We predicted a total of 25,429 protein-coding genes for haplotype A and haplotype B (Table 1; Table S4). BUSCO evaluation showed that the gene annotation completeness was 95.9%, and the missing rate of conserved genes was 1% (Fig. S4). Predicted secreted proteins of the two haplotypes accounted for ~9% of total proteins. Repeat and gene density plots for the chromosomes showed that the distribution of secreted protein genes was not correlated with repeat sequences (Fig. S5).
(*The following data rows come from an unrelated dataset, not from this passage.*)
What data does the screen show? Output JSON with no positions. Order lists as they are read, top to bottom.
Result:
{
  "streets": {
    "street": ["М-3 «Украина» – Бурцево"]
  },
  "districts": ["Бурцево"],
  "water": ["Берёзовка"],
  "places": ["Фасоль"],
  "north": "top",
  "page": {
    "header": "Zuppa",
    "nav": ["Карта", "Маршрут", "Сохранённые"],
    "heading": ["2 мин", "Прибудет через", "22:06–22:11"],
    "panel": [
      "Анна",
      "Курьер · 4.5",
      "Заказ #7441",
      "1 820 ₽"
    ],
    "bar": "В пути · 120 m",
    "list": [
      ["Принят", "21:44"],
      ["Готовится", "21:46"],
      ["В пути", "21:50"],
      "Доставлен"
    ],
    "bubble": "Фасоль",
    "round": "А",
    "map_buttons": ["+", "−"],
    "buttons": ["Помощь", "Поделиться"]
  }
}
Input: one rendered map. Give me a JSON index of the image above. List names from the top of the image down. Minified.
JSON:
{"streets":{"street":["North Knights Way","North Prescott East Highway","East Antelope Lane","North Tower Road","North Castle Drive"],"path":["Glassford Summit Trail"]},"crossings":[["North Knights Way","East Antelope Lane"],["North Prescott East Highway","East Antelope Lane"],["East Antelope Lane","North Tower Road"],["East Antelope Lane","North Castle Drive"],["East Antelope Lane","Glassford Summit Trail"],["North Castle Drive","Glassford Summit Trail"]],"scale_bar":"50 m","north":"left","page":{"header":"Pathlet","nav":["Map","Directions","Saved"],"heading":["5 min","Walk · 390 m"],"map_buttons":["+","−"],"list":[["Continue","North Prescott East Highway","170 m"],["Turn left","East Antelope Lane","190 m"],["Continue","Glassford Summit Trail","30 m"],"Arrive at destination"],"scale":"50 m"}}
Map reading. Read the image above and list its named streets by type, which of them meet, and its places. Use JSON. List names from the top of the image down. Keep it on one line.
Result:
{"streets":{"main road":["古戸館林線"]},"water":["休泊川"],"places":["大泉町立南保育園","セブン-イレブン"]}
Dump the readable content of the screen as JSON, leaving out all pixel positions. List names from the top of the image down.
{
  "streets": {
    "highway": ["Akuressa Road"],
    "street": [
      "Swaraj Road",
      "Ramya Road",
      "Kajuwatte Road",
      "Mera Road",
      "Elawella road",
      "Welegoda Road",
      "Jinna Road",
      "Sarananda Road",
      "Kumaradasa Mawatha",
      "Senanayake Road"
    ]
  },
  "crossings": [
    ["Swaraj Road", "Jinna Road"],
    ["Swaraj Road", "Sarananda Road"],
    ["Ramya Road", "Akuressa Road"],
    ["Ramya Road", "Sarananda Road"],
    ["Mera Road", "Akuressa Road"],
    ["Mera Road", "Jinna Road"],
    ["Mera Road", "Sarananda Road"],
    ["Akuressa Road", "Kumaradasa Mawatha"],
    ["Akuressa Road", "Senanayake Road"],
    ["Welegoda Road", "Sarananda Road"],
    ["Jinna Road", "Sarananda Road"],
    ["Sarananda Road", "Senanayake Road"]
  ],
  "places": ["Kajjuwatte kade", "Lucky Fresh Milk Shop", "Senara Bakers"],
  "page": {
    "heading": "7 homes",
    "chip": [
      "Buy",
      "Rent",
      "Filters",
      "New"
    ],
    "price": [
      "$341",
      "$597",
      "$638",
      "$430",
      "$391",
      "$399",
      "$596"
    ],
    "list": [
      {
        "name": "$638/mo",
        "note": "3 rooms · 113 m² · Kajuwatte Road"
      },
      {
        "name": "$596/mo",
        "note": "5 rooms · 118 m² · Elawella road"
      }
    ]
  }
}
Haplotypic variations between homologous chromosomes.
The fully phased genome at the chromosomal level allowed us to discover genomic changes between homologous chromosomes. We found 98.79% sequence identity between the two haplotypes by calculating the average nucleotide identity (ANI) (30). We used Syri (31) to identify structural variations (SVs) between homologous chromosomes (Fig. S6). A total of 108.60 Mb (88.42%) in haplotype A and 108.48 Mb (89.57%) in haplotype B were syntenic blocks. We identified 53 inversions (1,349,548 bp), 73 translocations (280,613 bp), 76 inverted translocations (236,774 bp), 495 duplications (1,544,911 bp), and 370 inverted duplications (587,203 bp) (Table S5). These SVs ranged from over 100 bp to hundreds of kilobases, and the predominant SVs were inversions (Fig. 2A). Sequence variations included 370,259 single nucleotide polymorphisms (SNPs), 19,177 insertions (317,638 bp), and 19,834 deletions (364,941 bp). These variations between homologous chromosomes indicated that haplotypic divergence in Pt15 was largely caused by highly frequent small-scale sequence divergence.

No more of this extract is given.